Two inches. That was the difference between any other day for the I-5 bridge over the Skagit River and its May 23, 2013 collapse, caused when a truck carrying an over-height load struck a crossbeam and brought the bridge down and sent two vehicles carrying three people into the river, fortunately without any loss of life.
What resulted were months of detours for traffic, congestion for the communities of Burlington and Mount Vernon, loss of business and $19.8 million for temporary and permanent replacement of the bridge.
Now the state is seeking to recoup $17 million of that, suing the truck driver and his employer, the pilot-car driver and her employer and the owner of the metal shed that was on the truck.
The state in its lawsuit, citing a Washington State Patrol investigation, claims that the truck driver was unaware of the actual height of his load, which was two inches taller than the bridge’s lowest height in the left southbound lane; that he failed to research the route and the needed clearances; that the pilot-car driver was distracted by a cell phone call and didn’t notify the truck driver when her clearance pole struck the bridge; and that the truck was following the pilot car too closely.

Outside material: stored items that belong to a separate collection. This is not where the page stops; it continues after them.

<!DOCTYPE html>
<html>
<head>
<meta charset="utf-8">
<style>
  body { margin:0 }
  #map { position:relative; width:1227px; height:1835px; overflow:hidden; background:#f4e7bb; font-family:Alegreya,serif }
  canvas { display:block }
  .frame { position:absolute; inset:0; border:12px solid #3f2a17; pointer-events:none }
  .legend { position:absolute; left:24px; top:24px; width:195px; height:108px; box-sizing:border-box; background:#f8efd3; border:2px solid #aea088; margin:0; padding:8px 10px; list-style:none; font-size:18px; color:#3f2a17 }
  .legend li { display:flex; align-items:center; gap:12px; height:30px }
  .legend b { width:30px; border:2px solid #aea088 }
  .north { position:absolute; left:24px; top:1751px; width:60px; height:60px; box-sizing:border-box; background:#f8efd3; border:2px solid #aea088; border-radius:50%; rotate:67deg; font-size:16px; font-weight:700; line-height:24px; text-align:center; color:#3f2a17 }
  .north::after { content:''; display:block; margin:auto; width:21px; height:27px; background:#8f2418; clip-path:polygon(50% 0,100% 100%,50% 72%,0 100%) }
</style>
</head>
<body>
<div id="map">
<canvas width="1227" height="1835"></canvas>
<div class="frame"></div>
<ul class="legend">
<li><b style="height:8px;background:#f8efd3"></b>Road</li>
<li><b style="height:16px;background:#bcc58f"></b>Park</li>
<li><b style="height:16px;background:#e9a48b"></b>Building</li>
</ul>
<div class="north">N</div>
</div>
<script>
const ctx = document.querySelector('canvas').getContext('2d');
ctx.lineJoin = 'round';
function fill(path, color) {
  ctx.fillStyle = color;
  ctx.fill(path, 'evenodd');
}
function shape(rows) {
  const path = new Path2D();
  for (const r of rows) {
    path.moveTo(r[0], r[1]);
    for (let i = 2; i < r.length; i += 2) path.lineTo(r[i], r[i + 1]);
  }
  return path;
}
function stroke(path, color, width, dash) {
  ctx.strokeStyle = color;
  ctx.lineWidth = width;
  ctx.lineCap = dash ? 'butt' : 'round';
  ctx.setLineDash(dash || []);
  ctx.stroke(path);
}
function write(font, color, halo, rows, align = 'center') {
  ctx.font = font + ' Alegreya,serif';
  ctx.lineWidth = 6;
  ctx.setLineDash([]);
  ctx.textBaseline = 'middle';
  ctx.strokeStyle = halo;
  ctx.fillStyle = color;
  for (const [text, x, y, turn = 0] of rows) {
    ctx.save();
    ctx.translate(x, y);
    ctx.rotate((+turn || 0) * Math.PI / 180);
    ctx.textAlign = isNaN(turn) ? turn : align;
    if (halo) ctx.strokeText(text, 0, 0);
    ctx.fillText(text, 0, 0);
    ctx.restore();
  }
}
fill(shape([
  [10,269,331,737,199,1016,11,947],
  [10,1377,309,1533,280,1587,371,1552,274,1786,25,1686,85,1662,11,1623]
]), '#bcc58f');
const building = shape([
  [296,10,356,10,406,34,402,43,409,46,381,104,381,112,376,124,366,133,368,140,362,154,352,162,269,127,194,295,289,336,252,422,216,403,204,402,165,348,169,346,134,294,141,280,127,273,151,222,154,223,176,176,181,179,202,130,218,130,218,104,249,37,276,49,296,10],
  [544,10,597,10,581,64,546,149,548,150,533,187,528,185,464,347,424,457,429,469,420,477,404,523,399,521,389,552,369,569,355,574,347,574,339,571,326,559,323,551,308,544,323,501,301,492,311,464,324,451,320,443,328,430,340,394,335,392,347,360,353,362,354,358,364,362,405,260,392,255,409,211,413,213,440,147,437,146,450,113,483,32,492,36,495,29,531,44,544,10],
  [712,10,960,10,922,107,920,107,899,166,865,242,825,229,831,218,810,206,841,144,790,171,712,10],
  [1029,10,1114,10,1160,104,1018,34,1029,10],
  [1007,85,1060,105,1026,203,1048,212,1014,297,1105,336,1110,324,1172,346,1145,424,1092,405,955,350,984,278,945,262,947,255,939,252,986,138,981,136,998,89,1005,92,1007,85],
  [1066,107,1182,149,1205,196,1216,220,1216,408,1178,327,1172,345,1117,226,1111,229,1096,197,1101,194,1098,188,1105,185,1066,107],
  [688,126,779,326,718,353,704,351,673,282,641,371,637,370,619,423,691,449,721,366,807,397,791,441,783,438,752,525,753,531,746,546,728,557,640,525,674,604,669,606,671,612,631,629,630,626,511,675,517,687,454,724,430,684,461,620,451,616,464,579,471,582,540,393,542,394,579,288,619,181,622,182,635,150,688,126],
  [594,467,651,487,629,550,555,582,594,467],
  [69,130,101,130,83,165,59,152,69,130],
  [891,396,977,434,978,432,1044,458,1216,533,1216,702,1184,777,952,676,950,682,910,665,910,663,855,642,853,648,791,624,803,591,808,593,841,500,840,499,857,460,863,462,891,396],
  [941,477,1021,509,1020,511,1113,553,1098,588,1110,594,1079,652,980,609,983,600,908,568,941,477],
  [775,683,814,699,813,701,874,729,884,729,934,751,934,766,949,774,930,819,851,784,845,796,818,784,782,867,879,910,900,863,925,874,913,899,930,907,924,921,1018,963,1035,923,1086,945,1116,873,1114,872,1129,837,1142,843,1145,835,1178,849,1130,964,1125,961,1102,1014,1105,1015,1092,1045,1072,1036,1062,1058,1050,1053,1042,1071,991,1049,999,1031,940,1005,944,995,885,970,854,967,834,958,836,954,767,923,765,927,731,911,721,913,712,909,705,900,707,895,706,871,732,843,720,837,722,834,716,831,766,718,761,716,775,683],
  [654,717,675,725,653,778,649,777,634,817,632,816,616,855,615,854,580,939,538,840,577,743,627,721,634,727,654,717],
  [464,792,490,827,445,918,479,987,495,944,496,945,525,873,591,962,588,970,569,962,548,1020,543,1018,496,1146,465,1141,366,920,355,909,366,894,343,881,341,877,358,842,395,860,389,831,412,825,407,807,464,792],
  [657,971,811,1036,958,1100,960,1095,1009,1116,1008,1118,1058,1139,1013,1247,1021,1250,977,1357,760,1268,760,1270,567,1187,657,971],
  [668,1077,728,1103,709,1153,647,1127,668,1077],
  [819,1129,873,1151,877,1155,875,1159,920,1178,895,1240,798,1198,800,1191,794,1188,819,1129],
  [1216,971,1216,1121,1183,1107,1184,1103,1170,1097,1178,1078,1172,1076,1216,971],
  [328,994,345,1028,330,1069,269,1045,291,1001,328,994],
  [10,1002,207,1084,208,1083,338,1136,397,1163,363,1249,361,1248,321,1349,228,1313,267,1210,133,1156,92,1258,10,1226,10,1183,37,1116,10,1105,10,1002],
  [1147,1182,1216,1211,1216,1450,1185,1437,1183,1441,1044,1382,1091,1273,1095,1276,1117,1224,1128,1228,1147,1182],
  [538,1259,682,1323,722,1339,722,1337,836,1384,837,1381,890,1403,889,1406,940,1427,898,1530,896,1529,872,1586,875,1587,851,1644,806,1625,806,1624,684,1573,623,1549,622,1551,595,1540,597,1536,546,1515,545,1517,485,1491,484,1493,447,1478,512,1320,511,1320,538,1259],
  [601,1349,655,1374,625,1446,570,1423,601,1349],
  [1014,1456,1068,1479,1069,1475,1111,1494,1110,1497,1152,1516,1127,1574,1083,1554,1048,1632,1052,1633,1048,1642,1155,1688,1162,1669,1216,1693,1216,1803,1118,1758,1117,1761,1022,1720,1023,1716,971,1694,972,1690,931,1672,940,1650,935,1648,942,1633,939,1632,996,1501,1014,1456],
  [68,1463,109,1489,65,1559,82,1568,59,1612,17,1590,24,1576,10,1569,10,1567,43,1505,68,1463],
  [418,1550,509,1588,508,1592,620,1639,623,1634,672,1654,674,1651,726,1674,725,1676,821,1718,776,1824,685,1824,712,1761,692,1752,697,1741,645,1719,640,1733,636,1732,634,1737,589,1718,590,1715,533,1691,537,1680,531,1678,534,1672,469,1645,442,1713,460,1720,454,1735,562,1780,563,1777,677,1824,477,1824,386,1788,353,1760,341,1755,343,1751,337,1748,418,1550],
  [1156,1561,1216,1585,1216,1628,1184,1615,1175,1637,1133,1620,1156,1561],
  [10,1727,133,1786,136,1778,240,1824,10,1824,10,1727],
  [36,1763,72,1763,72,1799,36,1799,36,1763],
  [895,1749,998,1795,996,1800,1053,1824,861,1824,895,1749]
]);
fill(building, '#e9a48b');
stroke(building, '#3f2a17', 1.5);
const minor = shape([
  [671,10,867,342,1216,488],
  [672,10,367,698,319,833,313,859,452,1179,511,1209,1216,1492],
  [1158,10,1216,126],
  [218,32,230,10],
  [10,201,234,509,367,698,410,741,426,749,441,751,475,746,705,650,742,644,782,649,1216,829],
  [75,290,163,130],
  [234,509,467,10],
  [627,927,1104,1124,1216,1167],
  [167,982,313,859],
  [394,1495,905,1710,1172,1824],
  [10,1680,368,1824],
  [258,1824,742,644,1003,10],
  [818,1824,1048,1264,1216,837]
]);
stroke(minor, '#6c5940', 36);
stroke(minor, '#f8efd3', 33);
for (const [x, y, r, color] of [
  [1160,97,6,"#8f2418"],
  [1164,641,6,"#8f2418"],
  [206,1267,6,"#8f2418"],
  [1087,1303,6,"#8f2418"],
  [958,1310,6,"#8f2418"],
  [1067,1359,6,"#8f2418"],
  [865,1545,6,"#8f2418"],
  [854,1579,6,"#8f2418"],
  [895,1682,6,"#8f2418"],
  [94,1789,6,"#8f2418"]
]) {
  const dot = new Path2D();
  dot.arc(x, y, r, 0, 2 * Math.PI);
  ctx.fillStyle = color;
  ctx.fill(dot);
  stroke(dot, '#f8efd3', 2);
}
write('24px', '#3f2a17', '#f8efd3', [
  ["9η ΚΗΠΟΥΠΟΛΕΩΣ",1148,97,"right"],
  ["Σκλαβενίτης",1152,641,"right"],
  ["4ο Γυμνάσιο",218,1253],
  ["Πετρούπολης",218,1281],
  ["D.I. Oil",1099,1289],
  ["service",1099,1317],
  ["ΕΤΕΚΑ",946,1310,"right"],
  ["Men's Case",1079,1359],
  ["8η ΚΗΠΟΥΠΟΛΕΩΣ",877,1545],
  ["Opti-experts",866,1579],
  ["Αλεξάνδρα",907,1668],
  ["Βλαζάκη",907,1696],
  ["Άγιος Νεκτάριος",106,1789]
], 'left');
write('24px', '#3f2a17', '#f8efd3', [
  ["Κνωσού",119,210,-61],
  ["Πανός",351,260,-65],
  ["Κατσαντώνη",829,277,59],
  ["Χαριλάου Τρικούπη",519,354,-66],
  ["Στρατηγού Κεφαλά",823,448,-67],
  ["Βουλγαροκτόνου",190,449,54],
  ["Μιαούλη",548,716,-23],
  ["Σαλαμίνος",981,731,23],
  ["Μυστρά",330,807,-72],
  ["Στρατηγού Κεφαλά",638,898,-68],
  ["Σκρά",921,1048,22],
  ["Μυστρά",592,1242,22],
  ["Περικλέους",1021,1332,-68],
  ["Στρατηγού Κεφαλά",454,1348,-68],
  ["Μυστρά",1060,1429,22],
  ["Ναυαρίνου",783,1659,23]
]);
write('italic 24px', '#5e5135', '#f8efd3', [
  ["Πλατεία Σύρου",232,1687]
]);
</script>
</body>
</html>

The state doesn’t escape some measure of responsibility here, as was noted in a National Transportation Safety Board investigation that faulted the state Department of Transportation for a voluntary route permit system that leaves it up to carriers to verify that their loads are within a route’s clearance limits.
The state has begun to address that weakness by creating a tool it calls a “vertical clearance trip planner,” a database of bridge and overpass heights that, when used by third parties to create trucking apps, would notify carriers of potential conflicts.
It sounds like a useful tool that trucking companies should take advantage of, but the state’s route permitting system remains a voluntary one that relies too heavily on carriers to use the system correctly, leaving bridges and underpasses vulnerable to human error.
Now that it has that database of clearance heights, the state ought to make use of that data, too, requiring that trucks with oversized loads stop at weigh stations early in their route to have their heights measured and checked against the database. It shouldn’t be a great expense to set up height stations that, even when no one is on duty, can check a load’s height and flash a warning if a load is not going to make it under a bridge. It might most quickly be added to the electronic screening equipment now used at 12 locations in the state that allow for trucks’ weight and other information to be checked as they pass under in the right-hand lane, without stopping.
The information is there; the trucking companies and the state just have to use it.